LA JOLLA, CALIF. Certain skin conditions may provide clues to the diagnosis of underlying gastrointestinal disease in children, ranging from epithelial defects, polyposis, or vascular syndromes to autoimmune and allergic disease.
"There are several areas of overlap between the skin and the GI tract," Dr. Magdalene A. Dohil said at a meeting sponsored by Rady Children's Hospital and the American Academy of Pediatrics. If you pick up on these cutaneous signs, you may find an underlying GI disease.
Diseases of the GI tract that commonly involve some form of cutaneous manifestation noted by Dr. Dohil include:
▸ Epidermolysis bullosa. This condition presents with different degrees of skin fragility and blister formation. The severity "really depends on the underlying molecular defect," said Dr. Dohil, who is a pediatric dermatologist at Rady Children's Hospital, San Diego.
"GI disease in epidermolysis bullosa is extremely common, particularly in the recessive dystrophic type," [in which] almost 80% of children are affected [by dysphagia]. The dysphagia that these children often suffer from can be so severe that they are unable to swallow their own saliva," she said. In fact, the lumen of the esophagus might be obliterated to 2 mm in these patients, whereas a normal lumen is 1520 mm wide. Other symptoms may include lingual adhesions and microstomia; esophageal disease including strictures, webs, herniation, atony, and pseudodiverticula leading to feeding problems and ultimately protein-energy malnutrition; anemia; and vitamin and mineral deficiency.
▸ Blue-rubber bleb nevus syndrome (BRBNS). This disease causes multifocal venous malformations in the skin and GI tract. Most cases are sporadic, and histology demonstrates intact epithelium but insufficient smooth muscle. Dr. Dohil described the case of a child who presented with venous malformations on the bottom of the foot, which resembled common warts at first glance. "But when you palpate these lesions, they are soft and compressible," she said.
Common complications of BRBNS include bleeding, chronic anemia, and the need for blood transfusion. Treatment often involves different degrees of surgical intervention including wedge resection, polypectomy, suture ligation, band ligation, and sometimes bowel resection.
"Medical treatment attempts haven't been very successful because these are not proliferative tumors, so we don't expect them to respond to corticosteroids or interferon," explained Dr. Dohil, also of the University of California, San Diego. Capsule endoscopy "facilitates the diagnosis and follow-up of children who need endoscopic intervention and assessment."
▸ Peutz-Jeghers syndrome. The hallmark skin-related characteristics of this disease include mucocutaneous pigmentation due to melanin deposition. A GI work-up often reveals polyps that may reach into the antral part of the stomach or present throughout the duodenum. These polyps can cause significant morbidity including obstruction, intussusception, pain, hematochezia, and prolapse.

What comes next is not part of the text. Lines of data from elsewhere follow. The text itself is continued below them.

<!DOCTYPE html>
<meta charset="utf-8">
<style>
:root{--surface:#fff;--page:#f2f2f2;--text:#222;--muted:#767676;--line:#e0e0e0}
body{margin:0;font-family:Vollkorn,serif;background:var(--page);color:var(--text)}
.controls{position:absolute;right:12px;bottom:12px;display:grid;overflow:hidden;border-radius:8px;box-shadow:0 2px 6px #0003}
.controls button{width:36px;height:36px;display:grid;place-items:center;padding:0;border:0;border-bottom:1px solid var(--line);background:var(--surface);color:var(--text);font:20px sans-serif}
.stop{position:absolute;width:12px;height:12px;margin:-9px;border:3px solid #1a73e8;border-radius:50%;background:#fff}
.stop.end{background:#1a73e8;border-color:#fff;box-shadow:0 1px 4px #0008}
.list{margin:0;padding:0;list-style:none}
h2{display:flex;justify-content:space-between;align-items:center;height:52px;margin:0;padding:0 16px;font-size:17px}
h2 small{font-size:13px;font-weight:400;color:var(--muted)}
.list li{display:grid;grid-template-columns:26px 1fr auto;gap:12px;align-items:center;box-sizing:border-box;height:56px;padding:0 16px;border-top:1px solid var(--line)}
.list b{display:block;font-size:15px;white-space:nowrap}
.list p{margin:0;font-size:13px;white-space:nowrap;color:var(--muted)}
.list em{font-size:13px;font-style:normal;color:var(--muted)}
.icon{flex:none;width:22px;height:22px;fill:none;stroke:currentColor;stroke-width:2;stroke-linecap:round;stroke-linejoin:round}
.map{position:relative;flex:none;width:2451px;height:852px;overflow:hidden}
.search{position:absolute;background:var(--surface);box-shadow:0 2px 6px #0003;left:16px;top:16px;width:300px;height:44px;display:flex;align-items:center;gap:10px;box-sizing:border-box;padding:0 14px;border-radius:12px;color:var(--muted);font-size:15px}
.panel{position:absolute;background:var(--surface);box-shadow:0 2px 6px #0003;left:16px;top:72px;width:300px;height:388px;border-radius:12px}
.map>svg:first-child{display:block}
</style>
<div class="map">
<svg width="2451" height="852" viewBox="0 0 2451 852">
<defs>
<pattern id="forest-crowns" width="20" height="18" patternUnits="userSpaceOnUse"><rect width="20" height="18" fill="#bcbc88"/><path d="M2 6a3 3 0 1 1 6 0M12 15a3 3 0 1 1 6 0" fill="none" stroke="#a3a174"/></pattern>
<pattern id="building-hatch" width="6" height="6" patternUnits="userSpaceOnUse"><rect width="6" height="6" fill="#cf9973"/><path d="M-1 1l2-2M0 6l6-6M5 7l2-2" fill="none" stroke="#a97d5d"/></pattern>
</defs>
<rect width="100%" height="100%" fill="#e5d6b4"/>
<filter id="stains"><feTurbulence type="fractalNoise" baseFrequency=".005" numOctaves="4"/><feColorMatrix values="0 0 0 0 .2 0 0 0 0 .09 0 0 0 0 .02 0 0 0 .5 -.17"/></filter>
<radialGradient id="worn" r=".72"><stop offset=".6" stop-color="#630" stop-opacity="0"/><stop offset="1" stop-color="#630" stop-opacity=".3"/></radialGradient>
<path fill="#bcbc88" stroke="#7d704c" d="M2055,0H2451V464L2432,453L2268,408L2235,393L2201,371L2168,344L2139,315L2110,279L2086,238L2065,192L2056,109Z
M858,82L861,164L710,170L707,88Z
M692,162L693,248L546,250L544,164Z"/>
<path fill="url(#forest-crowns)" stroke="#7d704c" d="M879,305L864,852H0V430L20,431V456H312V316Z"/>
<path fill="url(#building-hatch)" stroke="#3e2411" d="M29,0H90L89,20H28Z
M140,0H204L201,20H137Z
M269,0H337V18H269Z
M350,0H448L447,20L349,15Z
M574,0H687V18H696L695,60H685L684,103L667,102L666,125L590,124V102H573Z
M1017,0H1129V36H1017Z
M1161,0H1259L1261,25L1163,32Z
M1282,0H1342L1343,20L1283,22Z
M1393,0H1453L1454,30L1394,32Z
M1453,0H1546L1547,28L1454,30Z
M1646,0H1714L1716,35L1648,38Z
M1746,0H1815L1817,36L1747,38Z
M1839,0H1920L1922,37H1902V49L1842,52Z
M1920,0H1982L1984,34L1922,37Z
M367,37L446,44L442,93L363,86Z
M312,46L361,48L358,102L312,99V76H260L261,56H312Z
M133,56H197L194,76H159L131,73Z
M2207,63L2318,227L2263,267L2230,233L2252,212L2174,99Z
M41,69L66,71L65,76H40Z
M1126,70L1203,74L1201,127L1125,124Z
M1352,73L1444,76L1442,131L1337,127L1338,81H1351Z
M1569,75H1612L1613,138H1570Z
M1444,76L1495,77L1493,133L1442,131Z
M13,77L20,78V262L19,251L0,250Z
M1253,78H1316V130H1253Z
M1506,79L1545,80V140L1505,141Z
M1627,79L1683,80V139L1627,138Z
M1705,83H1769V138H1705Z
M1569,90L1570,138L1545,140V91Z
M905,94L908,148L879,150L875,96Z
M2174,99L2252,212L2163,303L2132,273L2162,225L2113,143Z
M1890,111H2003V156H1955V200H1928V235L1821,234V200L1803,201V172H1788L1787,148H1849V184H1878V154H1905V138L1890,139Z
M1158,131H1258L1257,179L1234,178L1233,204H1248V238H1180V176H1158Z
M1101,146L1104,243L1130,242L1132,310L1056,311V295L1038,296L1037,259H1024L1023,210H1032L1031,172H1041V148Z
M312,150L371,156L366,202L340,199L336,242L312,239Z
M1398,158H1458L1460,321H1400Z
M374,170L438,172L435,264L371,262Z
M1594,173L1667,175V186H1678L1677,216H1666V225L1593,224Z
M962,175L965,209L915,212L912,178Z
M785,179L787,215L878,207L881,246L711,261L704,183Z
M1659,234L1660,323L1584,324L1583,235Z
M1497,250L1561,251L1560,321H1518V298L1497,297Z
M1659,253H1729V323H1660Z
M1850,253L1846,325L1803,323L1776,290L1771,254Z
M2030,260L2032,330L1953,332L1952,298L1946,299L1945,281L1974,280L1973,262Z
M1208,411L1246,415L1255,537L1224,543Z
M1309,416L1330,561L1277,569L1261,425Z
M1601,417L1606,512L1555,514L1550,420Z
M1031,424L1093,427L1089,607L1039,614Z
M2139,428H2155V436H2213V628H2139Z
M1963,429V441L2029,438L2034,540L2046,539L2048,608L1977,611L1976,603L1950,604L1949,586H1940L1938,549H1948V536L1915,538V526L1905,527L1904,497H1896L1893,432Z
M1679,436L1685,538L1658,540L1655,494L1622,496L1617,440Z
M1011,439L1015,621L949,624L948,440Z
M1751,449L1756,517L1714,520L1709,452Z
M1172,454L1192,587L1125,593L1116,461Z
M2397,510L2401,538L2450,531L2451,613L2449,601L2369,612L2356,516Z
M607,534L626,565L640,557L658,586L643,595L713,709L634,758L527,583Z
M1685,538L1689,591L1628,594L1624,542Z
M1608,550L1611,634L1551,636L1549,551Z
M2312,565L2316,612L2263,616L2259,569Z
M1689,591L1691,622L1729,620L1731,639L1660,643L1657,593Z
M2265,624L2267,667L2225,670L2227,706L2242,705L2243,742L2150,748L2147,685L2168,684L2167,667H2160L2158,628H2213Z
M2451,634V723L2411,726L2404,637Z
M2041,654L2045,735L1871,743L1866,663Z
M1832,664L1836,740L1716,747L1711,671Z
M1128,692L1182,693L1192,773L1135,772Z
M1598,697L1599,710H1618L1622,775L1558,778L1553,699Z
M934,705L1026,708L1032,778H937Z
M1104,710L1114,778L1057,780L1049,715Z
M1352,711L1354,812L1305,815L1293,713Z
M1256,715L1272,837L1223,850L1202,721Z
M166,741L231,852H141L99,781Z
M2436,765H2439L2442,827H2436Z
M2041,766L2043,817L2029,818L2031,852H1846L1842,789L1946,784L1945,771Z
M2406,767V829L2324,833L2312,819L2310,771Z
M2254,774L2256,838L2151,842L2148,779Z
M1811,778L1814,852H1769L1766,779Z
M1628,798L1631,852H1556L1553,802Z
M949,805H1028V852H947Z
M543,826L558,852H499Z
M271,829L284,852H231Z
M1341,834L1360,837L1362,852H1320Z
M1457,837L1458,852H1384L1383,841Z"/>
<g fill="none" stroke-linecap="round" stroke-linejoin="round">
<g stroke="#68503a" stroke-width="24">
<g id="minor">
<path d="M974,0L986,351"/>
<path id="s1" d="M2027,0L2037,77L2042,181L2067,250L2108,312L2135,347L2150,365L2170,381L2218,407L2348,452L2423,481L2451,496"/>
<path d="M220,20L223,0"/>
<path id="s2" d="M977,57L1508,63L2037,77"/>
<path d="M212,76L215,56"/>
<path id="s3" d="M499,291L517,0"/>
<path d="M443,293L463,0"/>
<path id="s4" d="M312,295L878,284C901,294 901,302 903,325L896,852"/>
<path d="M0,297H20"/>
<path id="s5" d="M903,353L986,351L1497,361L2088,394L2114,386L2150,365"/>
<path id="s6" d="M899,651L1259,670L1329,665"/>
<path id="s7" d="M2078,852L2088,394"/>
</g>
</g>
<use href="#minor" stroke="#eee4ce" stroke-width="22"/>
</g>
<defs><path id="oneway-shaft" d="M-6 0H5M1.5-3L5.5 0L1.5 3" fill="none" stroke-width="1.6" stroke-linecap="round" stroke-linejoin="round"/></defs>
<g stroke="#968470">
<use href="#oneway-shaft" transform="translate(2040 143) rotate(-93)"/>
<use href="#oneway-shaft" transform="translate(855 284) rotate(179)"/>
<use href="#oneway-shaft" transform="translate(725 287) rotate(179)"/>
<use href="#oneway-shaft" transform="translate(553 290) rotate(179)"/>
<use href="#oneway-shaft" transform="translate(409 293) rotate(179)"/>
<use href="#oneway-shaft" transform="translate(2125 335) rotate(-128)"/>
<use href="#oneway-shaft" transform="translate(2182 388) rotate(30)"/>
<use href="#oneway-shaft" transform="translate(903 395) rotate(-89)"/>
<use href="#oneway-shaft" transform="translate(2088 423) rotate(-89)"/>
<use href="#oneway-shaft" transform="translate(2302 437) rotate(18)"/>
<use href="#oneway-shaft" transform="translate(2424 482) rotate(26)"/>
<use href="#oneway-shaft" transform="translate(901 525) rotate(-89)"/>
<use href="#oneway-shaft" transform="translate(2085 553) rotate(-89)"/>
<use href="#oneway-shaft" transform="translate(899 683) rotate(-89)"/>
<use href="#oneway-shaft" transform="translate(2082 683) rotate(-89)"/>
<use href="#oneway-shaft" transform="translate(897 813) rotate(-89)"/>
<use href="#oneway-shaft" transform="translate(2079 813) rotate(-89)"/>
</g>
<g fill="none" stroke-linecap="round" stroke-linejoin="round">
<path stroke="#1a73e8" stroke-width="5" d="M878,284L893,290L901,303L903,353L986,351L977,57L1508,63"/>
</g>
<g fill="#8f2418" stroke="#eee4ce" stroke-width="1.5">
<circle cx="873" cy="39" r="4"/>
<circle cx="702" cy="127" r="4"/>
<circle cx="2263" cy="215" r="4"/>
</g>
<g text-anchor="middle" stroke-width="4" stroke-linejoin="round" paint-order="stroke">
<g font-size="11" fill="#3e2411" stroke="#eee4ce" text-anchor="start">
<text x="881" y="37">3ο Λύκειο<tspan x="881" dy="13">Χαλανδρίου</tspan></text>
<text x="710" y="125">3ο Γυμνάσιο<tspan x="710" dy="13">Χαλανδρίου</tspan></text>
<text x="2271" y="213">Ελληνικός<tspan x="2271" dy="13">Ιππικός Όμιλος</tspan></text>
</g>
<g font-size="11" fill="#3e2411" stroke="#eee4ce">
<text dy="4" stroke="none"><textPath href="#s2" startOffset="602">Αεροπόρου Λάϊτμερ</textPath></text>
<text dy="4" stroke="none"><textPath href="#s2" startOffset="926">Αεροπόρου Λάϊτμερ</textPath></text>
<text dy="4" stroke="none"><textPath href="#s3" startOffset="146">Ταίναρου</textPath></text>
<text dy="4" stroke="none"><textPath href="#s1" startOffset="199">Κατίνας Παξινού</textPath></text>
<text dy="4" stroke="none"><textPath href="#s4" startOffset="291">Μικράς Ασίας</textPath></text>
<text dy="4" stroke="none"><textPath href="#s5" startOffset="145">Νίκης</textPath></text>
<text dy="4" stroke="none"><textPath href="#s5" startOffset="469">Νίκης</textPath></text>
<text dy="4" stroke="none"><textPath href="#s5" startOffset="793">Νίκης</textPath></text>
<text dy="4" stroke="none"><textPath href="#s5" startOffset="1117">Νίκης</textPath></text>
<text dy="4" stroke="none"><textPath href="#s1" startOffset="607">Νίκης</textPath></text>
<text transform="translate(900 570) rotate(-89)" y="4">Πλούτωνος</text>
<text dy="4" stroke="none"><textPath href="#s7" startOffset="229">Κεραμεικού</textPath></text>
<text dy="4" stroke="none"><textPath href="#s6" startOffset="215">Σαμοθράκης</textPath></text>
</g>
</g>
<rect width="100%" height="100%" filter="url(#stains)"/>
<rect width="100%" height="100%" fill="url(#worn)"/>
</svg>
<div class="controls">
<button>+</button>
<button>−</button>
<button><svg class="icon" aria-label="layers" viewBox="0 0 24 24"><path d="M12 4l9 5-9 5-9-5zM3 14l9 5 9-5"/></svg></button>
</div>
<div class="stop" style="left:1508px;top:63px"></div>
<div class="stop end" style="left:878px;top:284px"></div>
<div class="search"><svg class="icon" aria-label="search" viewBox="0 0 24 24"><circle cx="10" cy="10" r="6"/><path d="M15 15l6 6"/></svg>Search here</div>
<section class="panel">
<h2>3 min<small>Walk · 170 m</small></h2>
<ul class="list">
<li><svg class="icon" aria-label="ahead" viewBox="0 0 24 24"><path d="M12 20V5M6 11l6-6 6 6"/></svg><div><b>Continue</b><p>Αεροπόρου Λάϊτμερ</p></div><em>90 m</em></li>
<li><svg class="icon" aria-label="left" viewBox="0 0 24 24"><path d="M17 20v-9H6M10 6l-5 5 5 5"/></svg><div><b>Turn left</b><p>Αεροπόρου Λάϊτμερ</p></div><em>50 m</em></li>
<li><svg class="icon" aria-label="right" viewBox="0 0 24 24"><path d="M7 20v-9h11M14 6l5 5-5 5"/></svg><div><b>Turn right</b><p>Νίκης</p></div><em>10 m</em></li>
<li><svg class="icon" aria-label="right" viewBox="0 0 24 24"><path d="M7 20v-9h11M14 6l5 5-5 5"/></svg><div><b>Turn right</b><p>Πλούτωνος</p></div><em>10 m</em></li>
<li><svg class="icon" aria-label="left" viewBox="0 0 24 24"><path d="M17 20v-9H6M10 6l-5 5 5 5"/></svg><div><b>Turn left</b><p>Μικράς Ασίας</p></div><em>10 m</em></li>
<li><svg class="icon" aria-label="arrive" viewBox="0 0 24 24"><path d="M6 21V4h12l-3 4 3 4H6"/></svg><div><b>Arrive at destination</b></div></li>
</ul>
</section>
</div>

Children with Peutz-Jeghers also carry a high risk of developing invasive carcinoma. In fact, their cumulative risk of developing cancer is 93%, most commonly cancers of the breast, colon, and pancreas, noted Dr. Dohil.
▸ Cowden's disease. This condition, also known as multiple hamartoma-neoplasia syndrome, causes hamartomas that involve the skin, intestine, breast, and thyroid. It is autosomal dominant and has near complete penetrance by age 20 years. Only 40% of cases will have GI polyposis, but about 80% of cases will present with dermatologic tumors. Consider the diagnosis if you spot more than one trichilemmoma.
▸ Henoch-Schöenlein purpura. The most common skin presentation is a petechial rash that may develop into multiple raised purpuric lesions. GI symptoms occur in 50%85% of cases and include abdominal pain, bleeding, vomiting, and bowel edema. The GI effects include mucosal redness, as well as duodenal petechiae and hematomalike protrusions. Most of these changes can be detected with ultrasound.
▸ Celiac disease. Classic GI symptoms include abdominal distention, weight loss, failure to thrive, and diarrhea. Although serology has facilitated the diagnosis, small-bowel biopsy remains the preferred method. "In these cases you will see villous atrophy, crypt hyperplasia, and lymphocytic infiltrate," Dr. Dohil said. "Such a blunted GI tract doesn't bode well for the absorptive functions that it's intended for."
Dermatitis herpetiformis (Duhring's disease) is considered a cutaneous manifestation. This condition affects about 25% of celiac disease patients and is marked by a pruritic eruption of lesions that may be symmetrical, erythematous, papular, vesicular, or bullous.
These lesions "are fairly uncommon in children, and when they do occur they may not be very distinct," she said. Recently conditions such as xerosis, urticaria, vitiligo, and alopecia areata have been linked to celiac disease. Since they are fairly nonspecific, skin biopsies with direct immunofluorescence and antibody studies of gliadin, endomysium, and transglutaminase are often needed to confirm the diagnosis.